*The problem*
Scan the entries line by line and return those with "roads".

Collected data entries:
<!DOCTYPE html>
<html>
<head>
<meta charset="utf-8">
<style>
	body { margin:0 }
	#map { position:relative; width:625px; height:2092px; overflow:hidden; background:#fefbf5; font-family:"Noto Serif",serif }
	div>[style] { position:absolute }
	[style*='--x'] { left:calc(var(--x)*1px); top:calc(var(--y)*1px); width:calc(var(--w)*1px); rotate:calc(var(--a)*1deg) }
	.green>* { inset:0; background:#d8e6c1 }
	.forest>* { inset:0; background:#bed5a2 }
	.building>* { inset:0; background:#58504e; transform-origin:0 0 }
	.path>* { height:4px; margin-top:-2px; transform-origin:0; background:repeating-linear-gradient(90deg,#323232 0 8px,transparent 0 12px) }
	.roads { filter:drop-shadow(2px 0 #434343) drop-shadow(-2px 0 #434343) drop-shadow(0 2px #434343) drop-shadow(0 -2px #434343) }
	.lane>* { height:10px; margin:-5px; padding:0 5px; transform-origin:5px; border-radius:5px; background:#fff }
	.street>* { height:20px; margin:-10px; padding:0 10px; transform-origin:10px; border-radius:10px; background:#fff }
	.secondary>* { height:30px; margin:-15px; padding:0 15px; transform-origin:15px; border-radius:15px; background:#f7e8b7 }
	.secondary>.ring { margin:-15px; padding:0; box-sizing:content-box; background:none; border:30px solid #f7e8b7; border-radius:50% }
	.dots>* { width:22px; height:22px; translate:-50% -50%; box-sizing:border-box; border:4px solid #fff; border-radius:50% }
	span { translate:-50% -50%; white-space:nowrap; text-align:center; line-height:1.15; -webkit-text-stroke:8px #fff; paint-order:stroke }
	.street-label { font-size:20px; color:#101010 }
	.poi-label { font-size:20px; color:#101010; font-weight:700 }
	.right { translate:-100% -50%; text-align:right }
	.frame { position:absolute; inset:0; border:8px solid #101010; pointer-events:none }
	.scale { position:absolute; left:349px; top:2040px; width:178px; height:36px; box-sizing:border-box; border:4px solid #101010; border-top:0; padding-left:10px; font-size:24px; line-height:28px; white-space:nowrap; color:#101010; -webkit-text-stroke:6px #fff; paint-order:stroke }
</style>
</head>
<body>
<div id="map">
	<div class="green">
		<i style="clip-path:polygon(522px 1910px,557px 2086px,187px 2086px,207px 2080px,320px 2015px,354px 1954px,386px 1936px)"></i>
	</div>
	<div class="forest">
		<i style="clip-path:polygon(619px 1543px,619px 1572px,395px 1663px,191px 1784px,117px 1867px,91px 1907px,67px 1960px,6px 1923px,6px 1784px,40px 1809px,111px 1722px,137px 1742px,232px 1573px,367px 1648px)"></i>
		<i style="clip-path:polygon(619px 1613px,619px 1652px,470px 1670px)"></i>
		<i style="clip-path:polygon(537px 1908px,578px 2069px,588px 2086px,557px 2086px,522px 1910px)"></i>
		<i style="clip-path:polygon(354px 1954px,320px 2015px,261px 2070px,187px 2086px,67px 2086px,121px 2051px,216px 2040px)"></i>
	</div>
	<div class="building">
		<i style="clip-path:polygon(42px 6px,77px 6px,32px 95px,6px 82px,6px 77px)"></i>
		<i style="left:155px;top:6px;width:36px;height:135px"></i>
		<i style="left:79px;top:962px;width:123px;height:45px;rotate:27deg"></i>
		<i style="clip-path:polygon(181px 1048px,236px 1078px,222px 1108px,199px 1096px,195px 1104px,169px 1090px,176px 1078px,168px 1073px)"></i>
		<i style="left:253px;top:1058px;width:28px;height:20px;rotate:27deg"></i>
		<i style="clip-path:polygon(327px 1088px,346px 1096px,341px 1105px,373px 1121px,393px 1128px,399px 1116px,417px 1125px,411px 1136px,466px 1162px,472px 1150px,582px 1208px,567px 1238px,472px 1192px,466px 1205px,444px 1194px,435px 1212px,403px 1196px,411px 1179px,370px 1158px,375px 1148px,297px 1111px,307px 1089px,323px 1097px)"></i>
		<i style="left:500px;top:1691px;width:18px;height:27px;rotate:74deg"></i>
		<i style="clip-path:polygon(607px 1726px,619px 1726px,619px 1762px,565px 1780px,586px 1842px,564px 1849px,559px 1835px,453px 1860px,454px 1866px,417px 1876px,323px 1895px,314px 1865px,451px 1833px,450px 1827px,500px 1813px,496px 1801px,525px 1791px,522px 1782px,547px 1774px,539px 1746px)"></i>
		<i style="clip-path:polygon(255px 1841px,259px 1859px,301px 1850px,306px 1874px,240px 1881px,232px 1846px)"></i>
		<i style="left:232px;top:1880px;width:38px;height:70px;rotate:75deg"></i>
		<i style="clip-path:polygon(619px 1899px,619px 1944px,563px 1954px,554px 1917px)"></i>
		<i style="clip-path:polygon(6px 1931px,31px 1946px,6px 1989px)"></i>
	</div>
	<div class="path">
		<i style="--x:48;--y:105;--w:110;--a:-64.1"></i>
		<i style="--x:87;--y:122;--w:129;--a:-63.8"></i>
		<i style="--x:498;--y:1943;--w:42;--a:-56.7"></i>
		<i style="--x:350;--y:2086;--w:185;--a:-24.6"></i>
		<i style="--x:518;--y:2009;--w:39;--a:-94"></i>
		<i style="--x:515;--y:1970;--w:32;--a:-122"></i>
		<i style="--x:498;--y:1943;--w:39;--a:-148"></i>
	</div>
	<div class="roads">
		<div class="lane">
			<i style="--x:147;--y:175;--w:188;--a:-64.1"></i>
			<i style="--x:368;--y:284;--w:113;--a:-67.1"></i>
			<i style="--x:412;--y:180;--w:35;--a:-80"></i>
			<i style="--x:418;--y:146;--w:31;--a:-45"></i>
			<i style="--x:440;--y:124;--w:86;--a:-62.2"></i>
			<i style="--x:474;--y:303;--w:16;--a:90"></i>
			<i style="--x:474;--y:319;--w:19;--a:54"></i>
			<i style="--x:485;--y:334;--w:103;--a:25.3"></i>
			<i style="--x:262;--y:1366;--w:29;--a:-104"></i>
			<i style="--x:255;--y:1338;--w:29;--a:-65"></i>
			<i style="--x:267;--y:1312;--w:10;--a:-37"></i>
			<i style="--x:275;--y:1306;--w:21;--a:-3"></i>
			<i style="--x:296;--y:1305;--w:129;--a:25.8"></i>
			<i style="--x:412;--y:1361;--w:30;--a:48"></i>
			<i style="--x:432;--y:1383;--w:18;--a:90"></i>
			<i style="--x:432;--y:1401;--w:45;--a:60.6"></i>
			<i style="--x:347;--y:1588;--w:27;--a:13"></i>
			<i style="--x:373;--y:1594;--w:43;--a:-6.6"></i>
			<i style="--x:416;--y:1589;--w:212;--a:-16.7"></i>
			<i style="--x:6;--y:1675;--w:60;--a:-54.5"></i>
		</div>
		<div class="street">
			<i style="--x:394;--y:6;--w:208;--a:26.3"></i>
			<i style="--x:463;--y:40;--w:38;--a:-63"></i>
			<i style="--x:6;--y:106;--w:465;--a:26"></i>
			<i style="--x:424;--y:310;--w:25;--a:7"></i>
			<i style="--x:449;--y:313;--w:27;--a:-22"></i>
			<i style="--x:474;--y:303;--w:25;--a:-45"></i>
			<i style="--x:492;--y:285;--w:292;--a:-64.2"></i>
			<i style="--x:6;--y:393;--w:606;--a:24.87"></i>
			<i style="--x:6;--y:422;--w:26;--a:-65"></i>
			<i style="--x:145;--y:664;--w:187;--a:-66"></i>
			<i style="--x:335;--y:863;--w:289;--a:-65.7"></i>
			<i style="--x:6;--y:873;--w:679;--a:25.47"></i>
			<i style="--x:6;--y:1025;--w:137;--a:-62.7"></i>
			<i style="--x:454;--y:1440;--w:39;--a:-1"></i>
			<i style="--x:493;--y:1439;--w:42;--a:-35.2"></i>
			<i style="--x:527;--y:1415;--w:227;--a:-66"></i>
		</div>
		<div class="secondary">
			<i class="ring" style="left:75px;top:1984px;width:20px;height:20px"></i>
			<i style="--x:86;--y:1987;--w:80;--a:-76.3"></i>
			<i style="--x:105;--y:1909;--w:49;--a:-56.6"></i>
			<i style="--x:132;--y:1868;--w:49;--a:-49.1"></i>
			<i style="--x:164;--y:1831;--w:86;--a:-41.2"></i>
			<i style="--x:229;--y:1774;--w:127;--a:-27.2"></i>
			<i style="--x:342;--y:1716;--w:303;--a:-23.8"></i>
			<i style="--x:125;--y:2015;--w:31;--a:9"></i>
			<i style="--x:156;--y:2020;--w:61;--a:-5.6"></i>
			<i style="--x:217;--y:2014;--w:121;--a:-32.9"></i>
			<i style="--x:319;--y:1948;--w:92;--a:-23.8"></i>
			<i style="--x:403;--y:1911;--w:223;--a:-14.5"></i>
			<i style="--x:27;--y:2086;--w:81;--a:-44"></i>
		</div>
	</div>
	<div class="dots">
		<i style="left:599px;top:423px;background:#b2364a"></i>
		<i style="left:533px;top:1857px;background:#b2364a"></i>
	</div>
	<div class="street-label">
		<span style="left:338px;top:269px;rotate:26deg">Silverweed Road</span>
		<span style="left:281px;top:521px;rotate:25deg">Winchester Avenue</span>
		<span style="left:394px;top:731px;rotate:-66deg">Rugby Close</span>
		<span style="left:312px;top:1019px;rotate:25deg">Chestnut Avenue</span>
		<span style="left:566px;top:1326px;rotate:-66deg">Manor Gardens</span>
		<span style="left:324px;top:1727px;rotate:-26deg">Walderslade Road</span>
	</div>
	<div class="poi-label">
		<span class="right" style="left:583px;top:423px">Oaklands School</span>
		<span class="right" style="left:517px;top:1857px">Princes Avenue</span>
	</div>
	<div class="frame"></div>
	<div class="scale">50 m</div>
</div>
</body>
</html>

*Output for this exercise*
	.roads { filter:drop-shadow(2px 0 #434343) drop-shadow(-2px 0 #434343) drop-shadow(0 2px #434343) drop-shadow(0 -2px #434343) }
	<div class="roads">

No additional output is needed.